In approaching the legal category of economic and social rights, I would consider how one can exert legal pressure on decision-makers in diverse scenarios.  First, I would survey the ways in which the duties to respect, protect and fulfil economic and social rights would alter the role of parliamentary committees and the drafting and preparation of legislation.  This would also require me to investigate current approaches to measuring and monitoring economic and social rights.

Second, I would examine the obligations that would be placed on policy-makers and bureaucrats.  An apt example is offered by South Africa: where administrative decision-makers must now act ‘reasonably’ in matters of economic and social rights.  This standard involves measures of procedural fairness, familiar to Australian administrative law, but also includes an explicit requirement that decision-makers do not ignore the interests of the most vulnerable in devising and implementing policies around housing or health care.

Third, I would explore the ways in which adjudication would be altered by legislated economic and social rights.  I would reject the Committee’s recommendations that such rights should, without further study, be taken off the adjudicative agenda.  I would instead get advice on how such rights may translate to a justiciable complaint, or otherwise figure as subjective entitlements to certain procedural protections, or as a principle to inform the interpretation of legislation and the common law.

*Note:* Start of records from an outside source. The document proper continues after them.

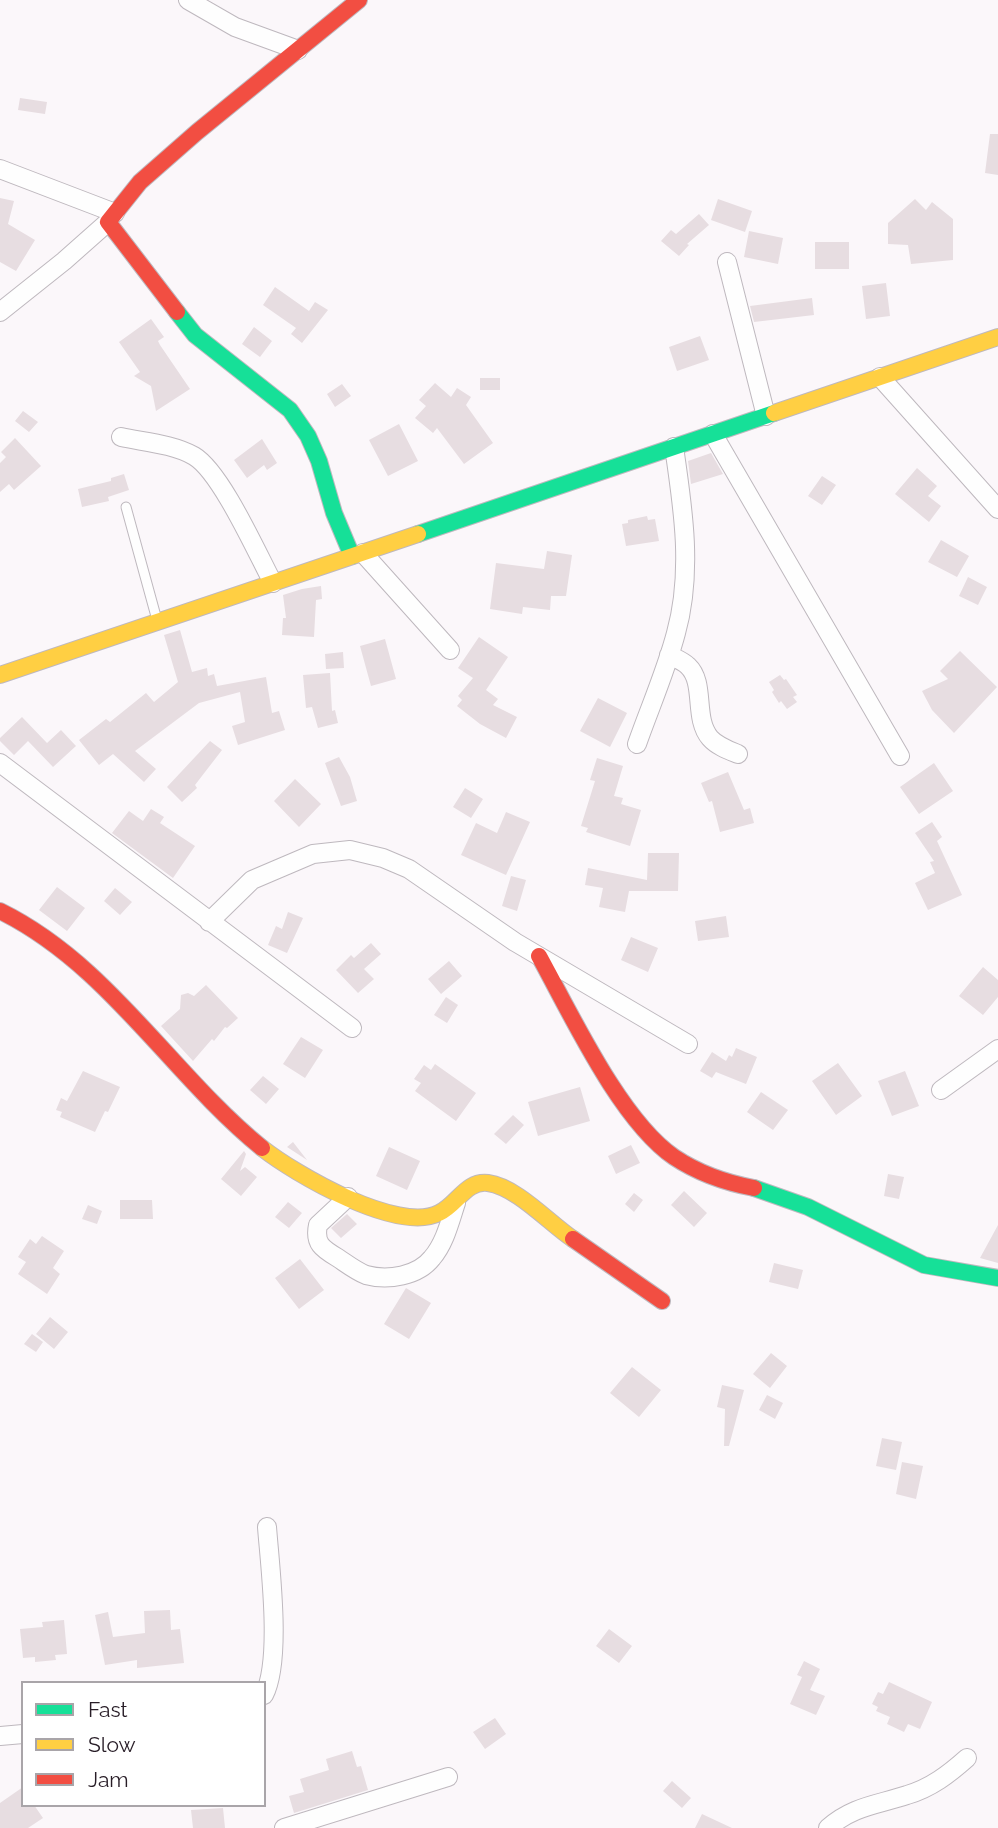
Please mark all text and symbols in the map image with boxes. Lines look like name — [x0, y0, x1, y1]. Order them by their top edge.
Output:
legend — [21, 1681, 266, 1807]
text: Fast — [88, 1697, 128, 1722]
text: Slow — [88, 1732, 136, 1757]
text: Jam — [88, 1767, 129, 1792]

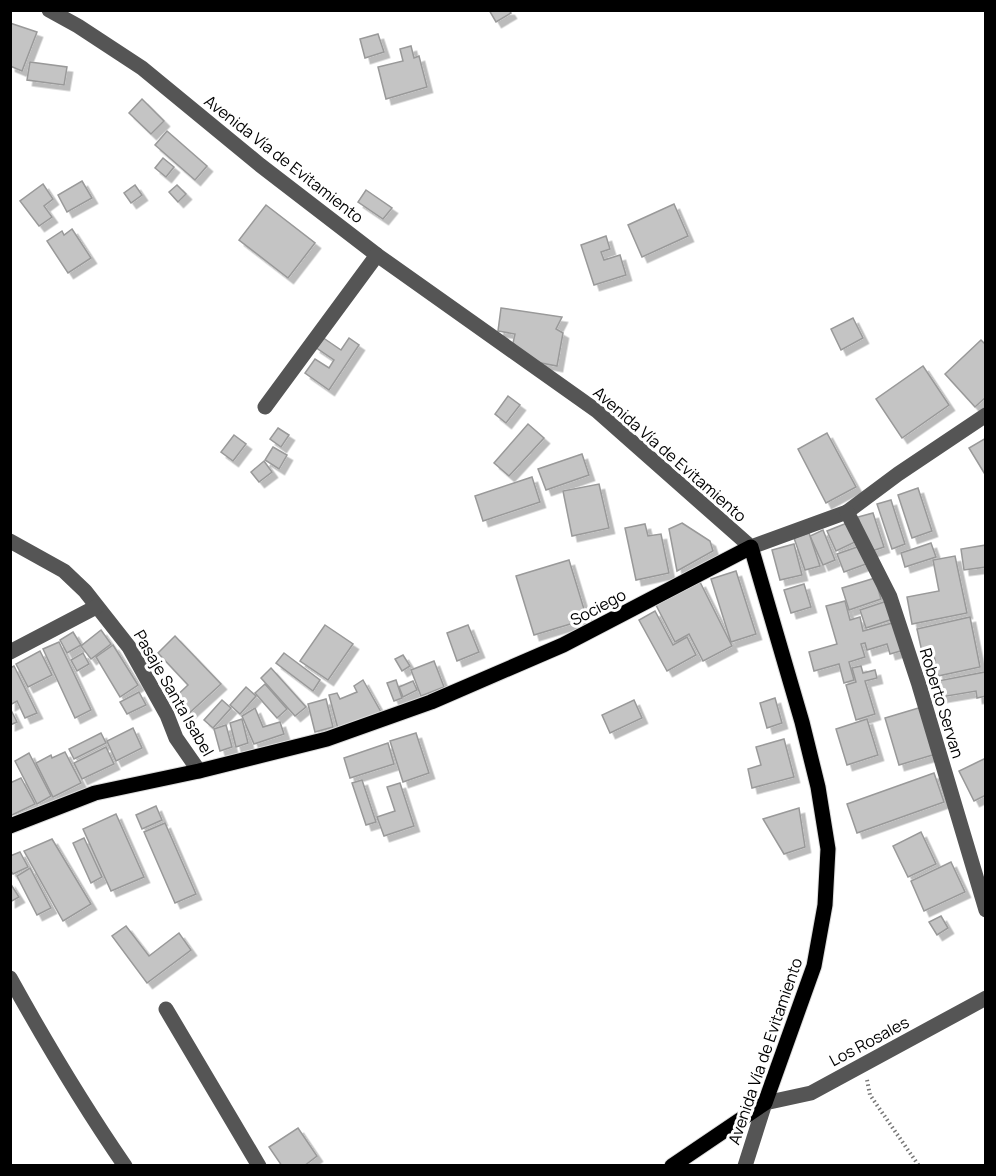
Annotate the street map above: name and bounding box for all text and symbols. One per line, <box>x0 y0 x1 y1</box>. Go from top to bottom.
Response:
street label: Avenida Vía de Evitamiento <box>200 90 368 228</box>
street label: Avenida Vía de Evitamiento <box>589 381 751 527</box>
street label: Sociego <box>566 583 630 631</box>
street label: Pasaje Santa Isabel <box>129 626 219 760</box>
street label: Roberto Servan <box>915 645 969 761</box>
street label: Avenida Vía de Evitamiento <box>723 955 807 1147</box>
street label: Los Rosales <box>825 1011 913 1071</box>

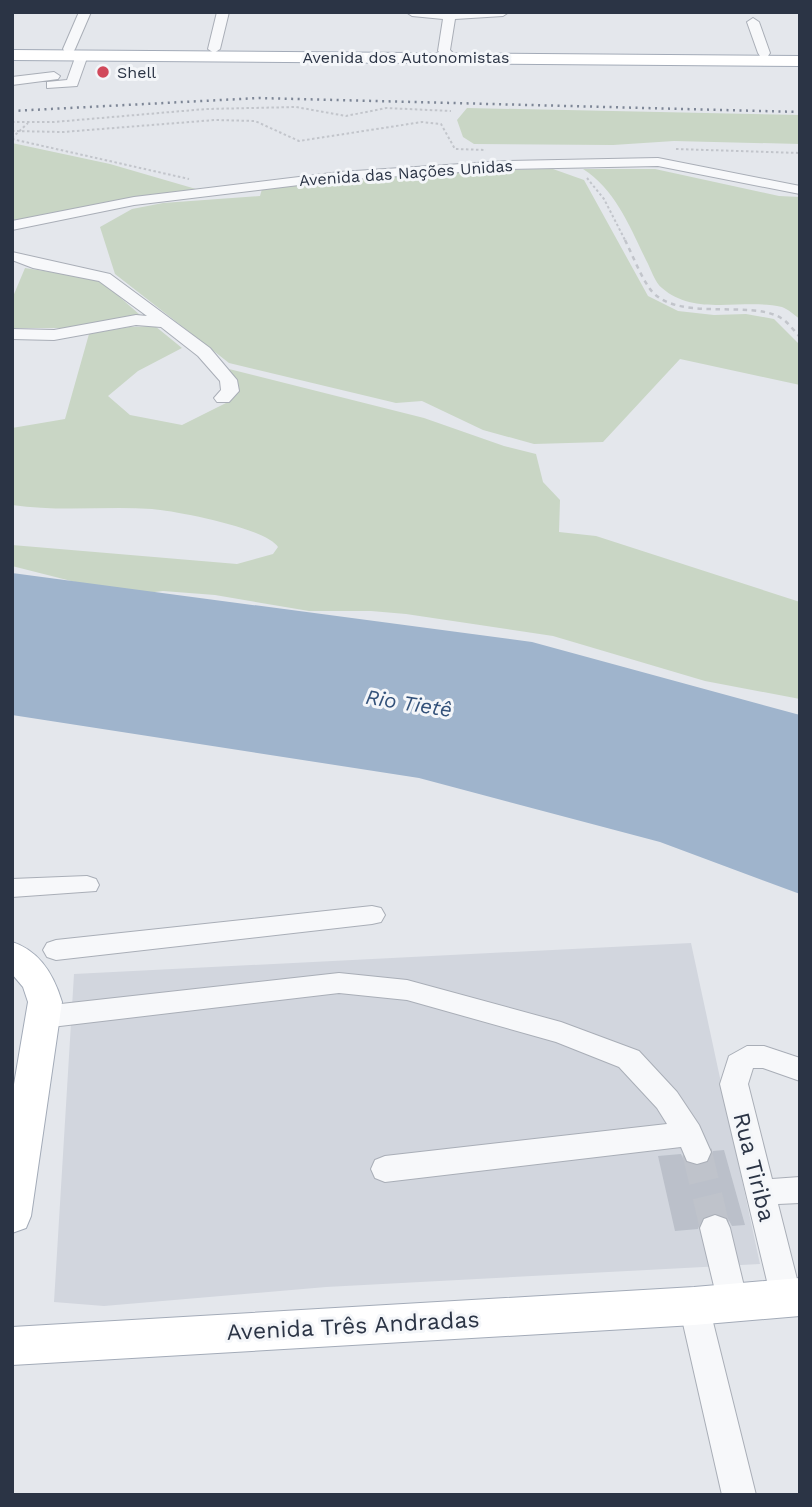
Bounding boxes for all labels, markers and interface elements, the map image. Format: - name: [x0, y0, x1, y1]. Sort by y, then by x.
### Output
- street label: Avenida dos Autonomistas: [302, 48, 510, 67]
- place label: Shell: [117, 63, 156, 82]
- marker: Shell: [95, 64, 111, 80]
- street label: Avenida das Nações Unidas: [298, 156, 514, 190]
- water label: Rio Tietê: [364, 684, 454, 722]
- street label: Rua Tiriba: [727, 1110, 781, 1224]
- street label: Avenida Três Andradas: [226, 1306, 480, 1346]

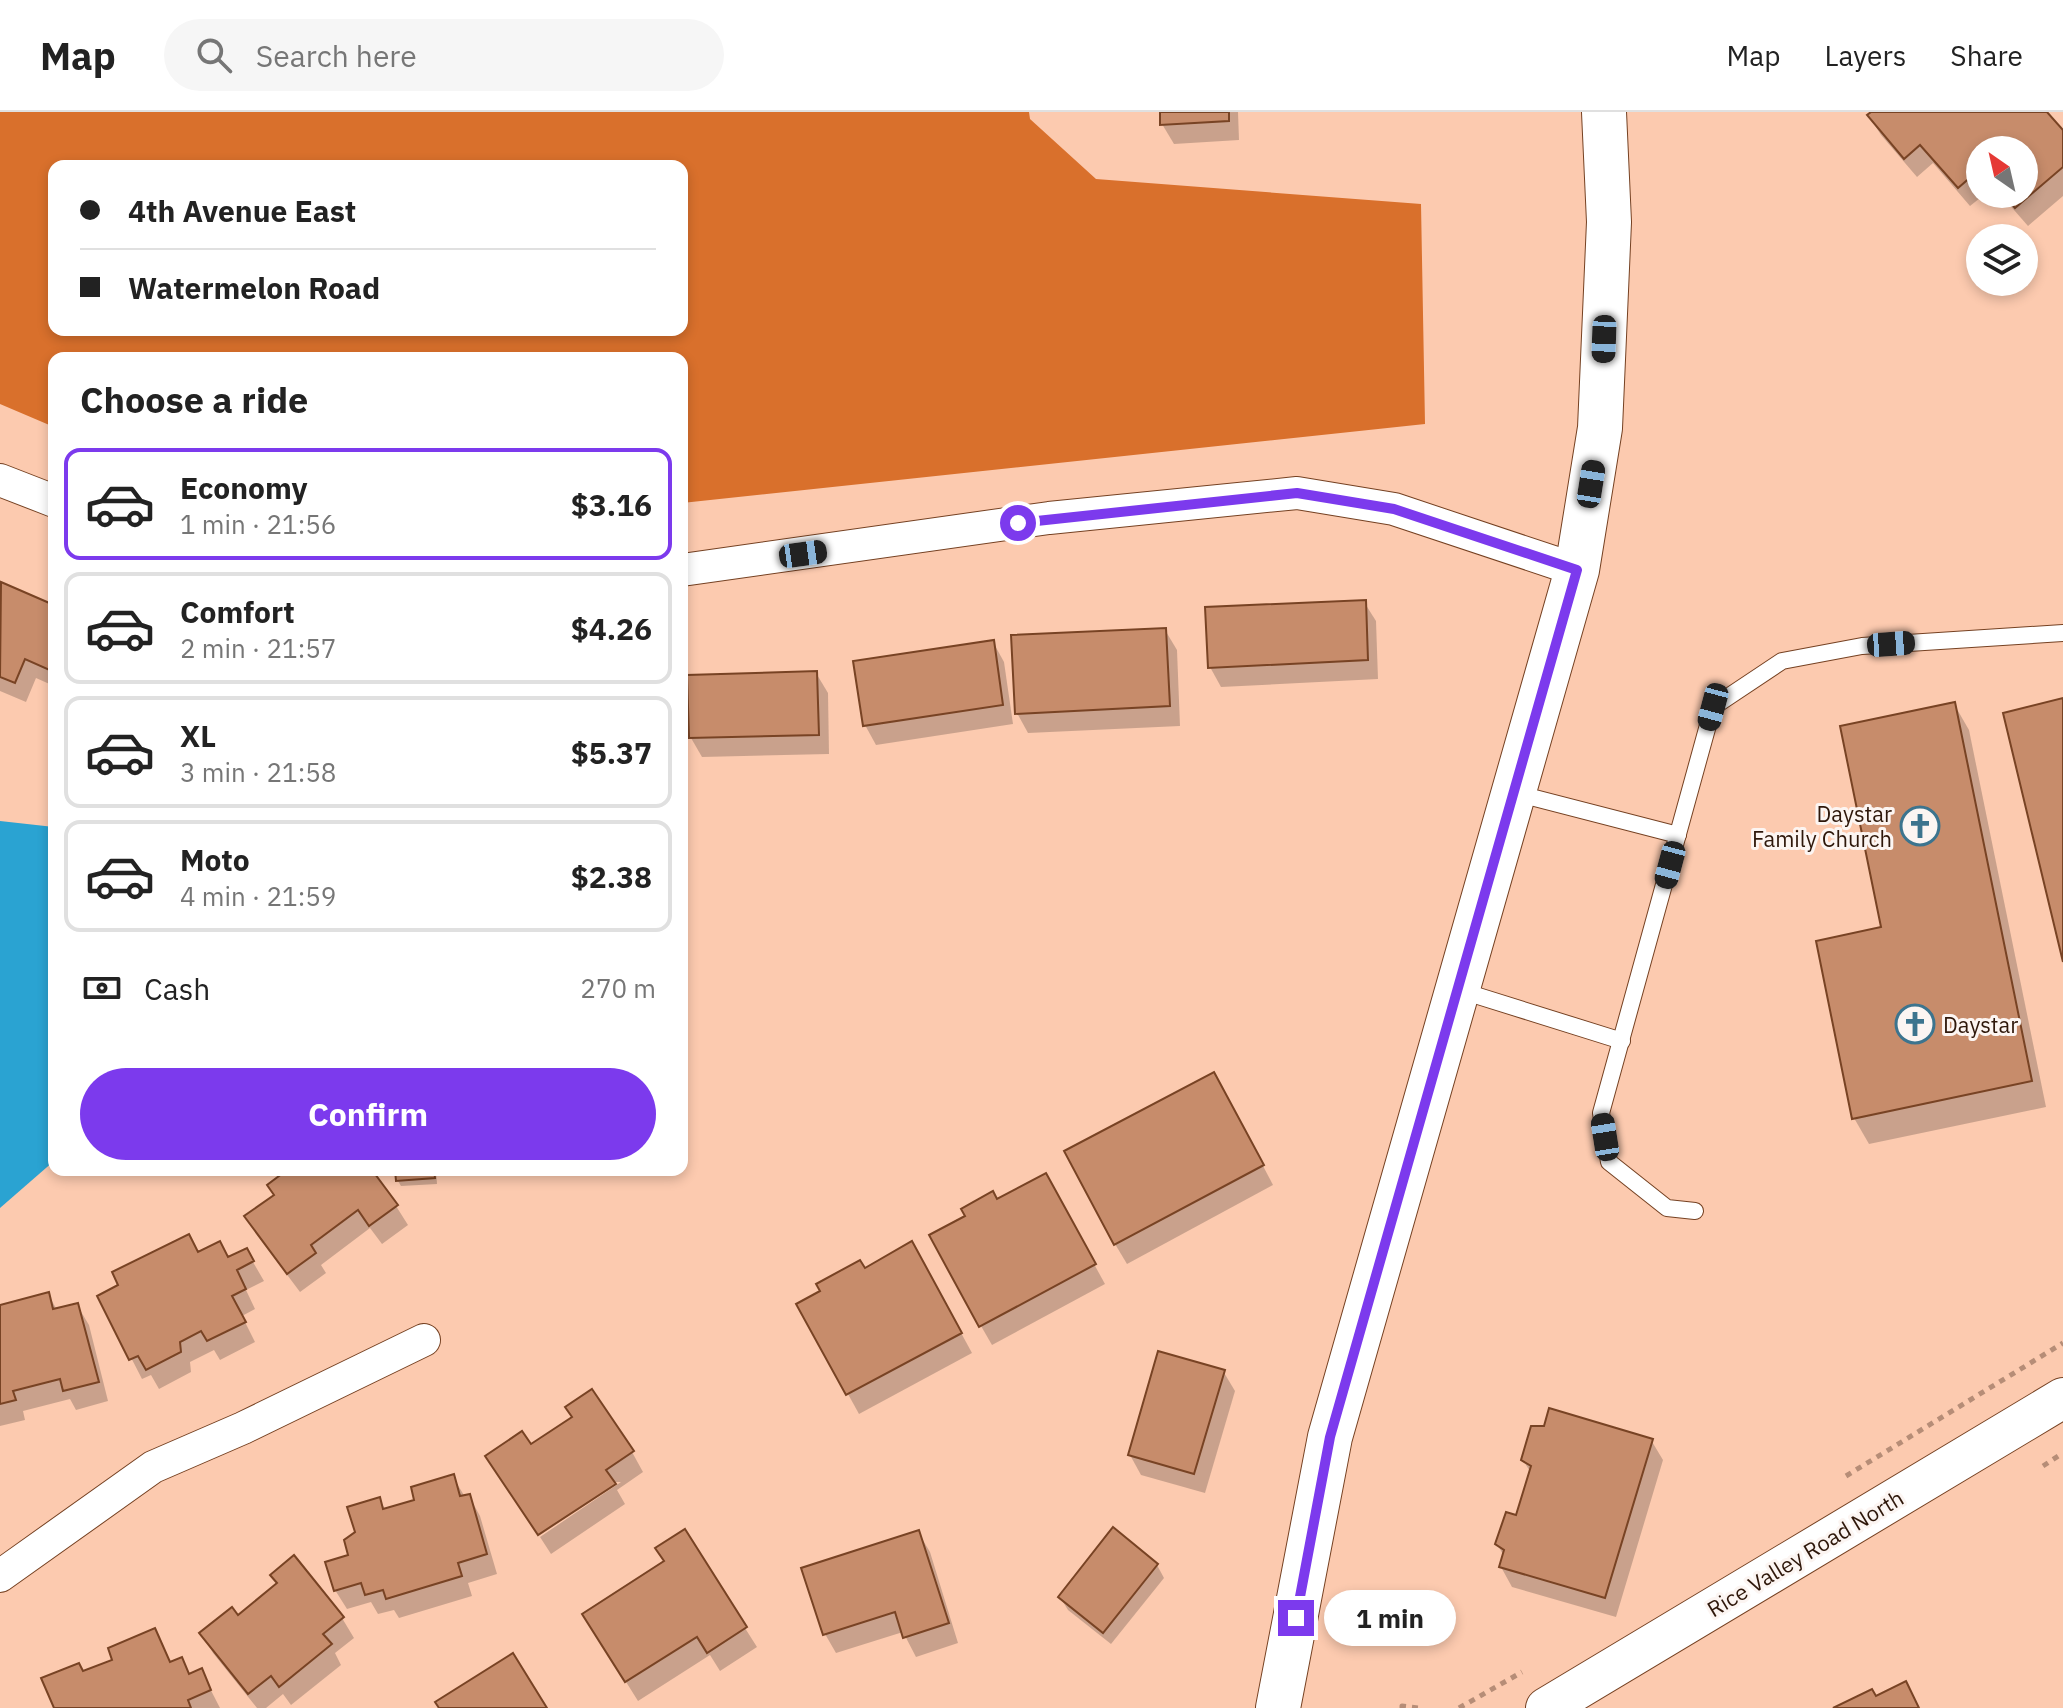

All of these issues will provoke more thinking and more action.  If my study finds that a change is needed in the prevailing judicial culture in Australia, I would increase the resources for ongoing judicial education, encourage the use of international and comparative materials by Australian courts and advocates, and perhaps think about the trajectory of judicial appointments in Australia in a more expansive way.

In all of my endeavours as Attorney-General, I would be encouraged by the view of many that the protection of economic and social rights leads to a renewal of democracy, rather than a restriction of it.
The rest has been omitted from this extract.